Whilst at the event, I announced a Victorian Government grant to the Chilean AFL team, the Santiago Saints, who lost their equipment during a fire in early July. The club is an important part of the Australian community in Chile and brings together players from Australia, New Zealand, Chile and fellow teams from Columbia and Brazil. The team includes Australians living or working in Chile, Chileans who have lived, studied or worked in Australia and some Australian companies with a presence in Chile.
I hosted a roundtable meeting with Chilean universities to talk about Victoria's research strengths and the mobility of students and academics between Chile and Victoria. The discussions opened a dialogue for further university to university collaboration with Victoria and will provide an opening for new opportunities to promote Victorian study options to students at these universities.

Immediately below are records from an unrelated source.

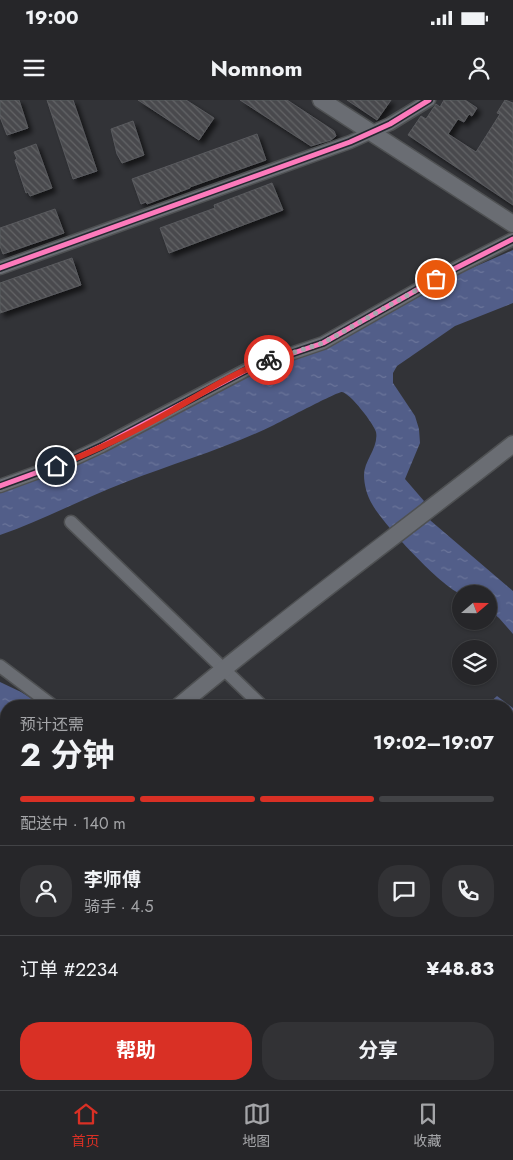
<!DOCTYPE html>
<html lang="zh">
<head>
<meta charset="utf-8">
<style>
	:root { --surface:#262629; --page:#323235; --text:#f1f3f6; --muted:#a4a5a8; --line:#424346; --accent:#d93025 }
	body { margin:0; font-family:Jost,"Noto Sans SC",sans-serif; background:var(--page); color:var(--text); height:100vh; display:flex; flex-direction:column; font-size:19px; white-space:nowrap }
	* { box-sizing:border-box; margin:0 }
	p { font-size:16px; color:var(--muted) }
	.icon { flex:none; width:28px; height:28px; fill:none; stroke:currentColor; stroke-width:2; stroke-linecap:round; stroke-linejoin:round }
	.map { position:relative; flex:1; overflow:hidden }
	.sheet { position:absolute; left:0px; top:600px; width:514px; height:390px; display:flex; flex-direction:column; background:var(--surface); border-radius:20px 20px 0 0; box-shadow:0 1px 4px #0004,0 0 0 1px var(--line) }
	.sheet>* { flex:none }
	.needle { width:32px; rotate:70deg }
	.buttons { position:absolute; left:452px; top:485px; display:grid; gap:10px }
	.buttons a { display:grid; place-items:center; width:45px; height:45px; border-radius:50%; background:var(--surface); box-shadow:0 1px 4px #0004,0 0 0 1px var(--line); font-size:25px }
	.pin { position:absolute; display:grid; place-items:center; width:42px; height:42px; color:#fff; margin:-21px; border:2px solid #fff; border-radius:50%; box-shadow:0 1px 5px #0007 }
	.courier { position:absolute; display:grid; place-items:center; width:50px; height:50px; margin:-25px; border:4px solid #d93025; border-radius:50%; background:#fff; color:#222; box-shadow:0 1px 6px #0007 }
	.overview em { font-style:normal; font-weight:700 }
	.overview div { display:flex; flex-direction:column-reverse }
	.overview { display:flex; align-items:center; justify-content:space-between; height:85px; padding:0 20px }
	h1 { font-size:32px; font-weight:700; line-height:38px }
	.bar { display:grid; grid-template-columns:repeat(4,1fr); gap:8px 5px; align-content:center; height:60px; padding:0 20px }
	.bar i { height:6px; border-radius:4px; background:var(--line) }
	.bar .on { background:var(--accent) }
	.bar p { grid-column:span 4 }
	.line { display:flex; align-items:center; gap:12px; padding:0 20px; border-top:1px solid var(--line) }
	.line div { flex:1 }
	.round { display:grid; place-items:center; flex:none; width:52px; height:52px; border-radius:20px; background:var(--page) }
	.primary-button { display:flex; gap:10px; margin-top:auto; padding:10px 20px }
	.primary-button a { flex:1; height:58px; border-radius:20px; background:var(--accent); color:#fff; font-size:20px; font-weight:700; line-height:58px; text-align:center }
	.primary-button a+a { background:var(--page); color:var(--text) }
	.status { display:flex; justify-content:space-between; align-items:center; height:35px; padding:0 25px; background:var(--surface); direction:ltr }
	.status svg { height:14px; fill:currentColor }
	header { display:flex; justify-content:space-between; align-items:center; height:65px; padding:0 20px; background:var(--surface); font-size:22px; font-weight:700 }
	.tabs { display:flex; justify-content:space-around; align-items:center; height:70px; border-top:1px solid var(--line); background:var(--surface); font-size:14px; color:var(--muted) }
	.tabs a { display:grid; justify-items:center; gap:2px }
	.tabs .on { color:var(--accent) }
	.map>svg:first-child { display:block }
	.water { fill:url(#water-ripples) }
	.building { fill:url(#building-back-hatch); stroke:#595a5e; filter:url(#shadow) }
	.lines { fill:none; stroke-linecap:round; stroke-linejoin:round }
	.minor-casing { stroke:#4f5153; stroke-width:15 }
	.tertiary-casing { stroke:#4f5153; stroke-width:19 }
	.secondary-casing { stroke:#4f5153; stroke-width:21 }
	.minor { stroke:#6a6d73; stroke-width:12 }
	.tertiary { stroke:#6a6d73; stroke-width:16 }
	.secondary { stroke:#6e6f77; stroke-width:19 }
	.cycleway-casing { stroke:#252830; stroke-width:8 }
	.cycleway { stroke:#fd7abc; stroke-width:5 }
	.done { stroke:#a6a8ad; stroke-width:5; stroke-dasharray:0 9 }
	.route { stroke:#d93025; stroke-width:6 }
</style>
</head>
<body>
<div class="status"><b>19:00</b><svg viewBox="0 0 49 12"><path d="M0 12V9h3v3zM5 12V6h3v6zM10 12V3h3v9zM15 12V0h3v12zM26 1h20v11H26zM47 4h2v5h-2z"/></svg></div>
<header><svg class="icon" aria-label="menu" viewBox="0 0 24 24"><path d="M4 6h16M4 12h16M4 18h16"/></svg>Nomnom<svg class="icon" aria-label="person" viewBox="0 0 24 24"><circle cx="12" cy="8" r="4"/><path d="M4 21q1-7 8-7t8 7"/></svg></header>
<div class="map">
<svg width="513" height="990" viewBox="0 0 513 990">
	<defs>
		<pattern id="water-ripples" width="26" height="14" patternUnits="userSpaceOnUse" patternTransform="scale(1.25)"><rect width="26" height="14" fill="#525e89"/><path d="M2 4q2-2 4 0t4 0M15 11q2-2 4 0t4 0" fill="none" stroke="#6b759a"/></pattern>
		<pattern id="building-back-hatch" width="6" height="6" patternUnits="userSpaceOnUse" patternTransform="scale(1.25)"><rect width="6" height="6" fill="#494a4d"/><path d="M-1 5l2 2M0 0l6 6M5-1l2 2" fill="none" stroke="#636467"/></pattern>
		<filter id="shadow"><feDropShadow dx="4" dy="4" stdDeviation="2.5" flood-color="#0009"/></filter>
	</defs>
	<rect width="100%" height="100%" fill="#323337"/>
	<g class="water">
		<path d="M513 150V203L455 226 397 266 393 273V283L415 316 419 329 420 343 405 379 424 401 419 406 431 421 513 491V534L499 518 489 510V494C480 494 466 496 459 493 440 485 382 423 372 404 367 396 364 384 364 375 364 361 379 347 376 332 374 324 350 293 342 292 337 292 284 320 274 325 227 348 175 363 126 382 84 398 43 420 0 435V392L234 281 375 218 465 171Z"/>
		<polygon points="0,582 21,592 43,606 6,606 6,646 0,641"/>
		<polygon points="497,596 513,608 513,648 508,644 508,606 486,606"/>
		<polygon points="508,922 513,926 513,990 506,990 499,984 508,984"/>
		<polygon points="198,984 279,984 278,987 280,990 208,990"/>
	</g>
	<g class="building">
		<polygon points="0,0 19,0 28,28 7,35 0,17"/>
		<polygon points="47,0 73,0 97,71 73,79"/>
		<polygon points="138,0 186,0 214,18 199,40"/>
		<polygon points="240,0 287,0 334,31 336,36 331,40 311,46"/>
		<polygon points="347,0 391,0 377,20"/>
		<polygon points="444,0 465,0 477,8 472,16 469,14 464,22 458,19 448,34 476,52 500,14 497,13 505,0 513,3 513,105 408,35 421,16 426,19 436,4 440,7"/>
		<polygon points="133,21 144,55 122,63 117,54 111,29"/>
		<polygon points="257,34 266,60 190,87 190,88 147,104 146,102 141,104 132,79"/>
		<polygon points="36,44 52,88 30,96 28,92 26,93 15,60 17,59 14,52"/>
		<polygon points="272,83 283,110 169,153 160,128 215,108 214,105"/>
		<polygon points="55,109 64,133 3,154 0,146 0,128"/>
		<polygon points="72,158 81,185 0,213 0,183"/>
	</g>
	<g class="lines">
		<g class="minor-casing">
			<g id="minor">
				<polyline points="0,168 350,42 390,24 429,0"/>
				<polyline points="0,386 74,359 102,346 252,267 323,243 452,170 513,139"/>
				<polyline points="71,422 262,606"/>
				<polyline points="0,566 53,606"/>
				<polyline points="508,858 513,862"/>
			</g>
		</g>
		<g class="tertiary-casing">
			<g id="tertiary">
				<polyline points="321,0 513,124"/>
				<path d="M179 606C287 515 402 432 513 344"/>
				<polyline points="0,772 6,765"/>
			</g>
		</g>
		<g class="secondary-casing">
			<g id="secondary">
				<polyline points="508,911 513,905"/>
				<polyline points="445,990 450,984"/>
			</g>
		</g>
		<use href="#minor" class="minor"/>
		<use href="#tertiary" class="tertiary"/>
		<use href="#secondary" class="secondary"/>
		<g class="cycleway-casing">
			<g id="cycleway">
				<polyline points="0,168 350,42 390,24 429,0"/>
				<polyline points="0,386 74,359 102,346 252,267 323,243 452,170 513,139"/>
			</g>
		</g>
		<use href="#cycleway" class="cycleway"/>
	</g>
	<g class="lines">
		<polyline class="done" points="269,260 323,243 436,179"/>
		<path class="route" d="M56 366C96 351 136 331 173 310 204 292 235 272 269 260"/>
	</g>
</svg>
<div class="buttons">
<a><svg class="needle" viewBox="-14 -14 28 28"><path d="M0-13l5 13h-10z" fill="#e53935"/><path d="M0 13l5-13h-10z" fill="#a4a5a8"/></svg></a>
<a><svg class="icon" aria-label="layers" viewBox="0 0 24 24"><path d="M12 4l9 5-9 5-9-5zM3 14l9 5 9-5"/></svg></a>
</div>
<div class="pin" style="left:436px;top:179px;background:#ea580c"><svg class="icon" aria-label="bag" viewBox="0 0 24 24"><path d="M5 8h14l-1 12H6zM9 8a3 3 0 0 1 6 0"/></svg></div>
<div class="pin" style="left:56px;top:366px;background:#1f2937"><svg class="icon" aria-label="home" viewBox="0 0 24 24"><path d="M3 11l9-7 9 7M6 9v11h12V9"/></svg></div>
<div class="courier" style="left:269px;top:260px"><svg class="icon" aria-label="bike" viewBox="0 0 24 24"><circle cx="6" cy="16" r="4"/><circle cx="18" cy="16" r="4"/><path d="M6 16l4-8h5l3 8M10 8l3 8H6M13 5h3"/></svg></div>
<section class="sheet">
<div class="overview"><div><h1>2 分钟</h1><p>预计还需</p></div><em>19:02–19:07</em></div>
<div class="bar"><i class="on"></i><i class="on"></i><i class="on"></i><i></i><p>配送中 · 140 m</p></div>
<div class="line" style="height:90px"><a class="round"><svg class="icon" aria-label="person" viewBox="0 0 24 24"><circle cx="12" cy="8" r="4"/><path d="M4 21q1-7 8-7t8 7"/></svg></a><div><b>李师傅</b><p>骑手 · 4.5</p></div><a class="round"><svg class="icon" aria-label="chat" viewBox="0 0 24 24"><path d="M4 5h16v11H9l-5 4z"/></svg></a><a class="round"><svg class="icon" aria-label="phone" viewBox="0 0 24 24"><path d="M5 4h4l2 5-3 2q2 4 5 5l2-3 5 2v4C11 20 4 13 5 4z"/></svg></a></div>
<div class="line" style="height:65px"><div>订单 #2234</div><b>¥48.83</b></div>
<div class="primary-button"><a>帮助</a><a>分享</a></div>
</section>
</div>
<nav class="tabs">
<a class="on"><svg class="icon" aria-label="home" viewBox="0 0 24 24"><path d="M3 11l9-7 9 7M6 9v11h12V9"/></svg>首页</a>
<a><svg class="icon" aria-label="map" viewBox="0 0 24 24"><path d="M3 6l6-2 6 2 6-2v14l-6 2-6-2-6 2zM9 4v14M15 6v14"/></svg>地图</a>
<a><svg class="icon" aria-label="saved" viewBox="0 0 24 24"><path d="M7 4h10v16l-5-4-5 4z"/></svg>收藏</a>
</nav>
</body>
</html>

The roundtable also explored successful models for generating Chilean cultural and educational experiences for Australian students. I met with DUOC University, a private Chilean technical education service provider, with a view to establishing an agreement between DUOC and TAFE Victoria to facilitate a 2-3 week study tour program for up to 16 TAFE Victoria students across the fields of textiles, hospitality, construction and business.
I attended the launch of the inaugural direct flight between Santiago and Melbourne operated by Latam airlines. Direct international air services into Victoria are crucial in supporting international tourism flows, investment, trade, business linkages, and connectivity with Victoria's significant migrant community, and trade. Latam have introduced a thrice weekly direct service between Melbourne and Santiago, which commenced on 5 October 2017. They are the only direct carrier to operate the route. The new service will strengthen economic ties, cultural connections and relationships between Victoria and Latin America.
Next Steps / Follow Up
The United States of America
There are a number of US based companies looking at Australasian expansion, which the VGTI team will be working with to assist them to set up Victorian offices. Additionally, opportunities for New York based Venture Capitalists to connect with Victorian investment opportunities are being explored.
Learnings have been taken from the visits to biotechnology innovation labs which has inspired policy work on initiatives that can facilitate growth. Further investigation is currently being undertaken to determine feasibility of such initiatives in Victoria.
The Victorian government is working with industry bodies in the Victorian biotechnology sector to assist Victorian companies to leverage international mobility programs. The VGTI will also continue to create connections between our Victorian clinical research facilities and the Research and Development teams located within the Texas Medical Centre.
The VGTI team are investigating opportunities for possible increased depth of collaboration with their Victorian university partners in research. One of the major findings of the roundtable is that Chilean students have gone on exchange to Victorian universities, but Victorian students rarely go to Chile. The team has taken learnings from successful implementations of specialist structured study tours at Chilean universities as a model that increases Chilean bound exchange.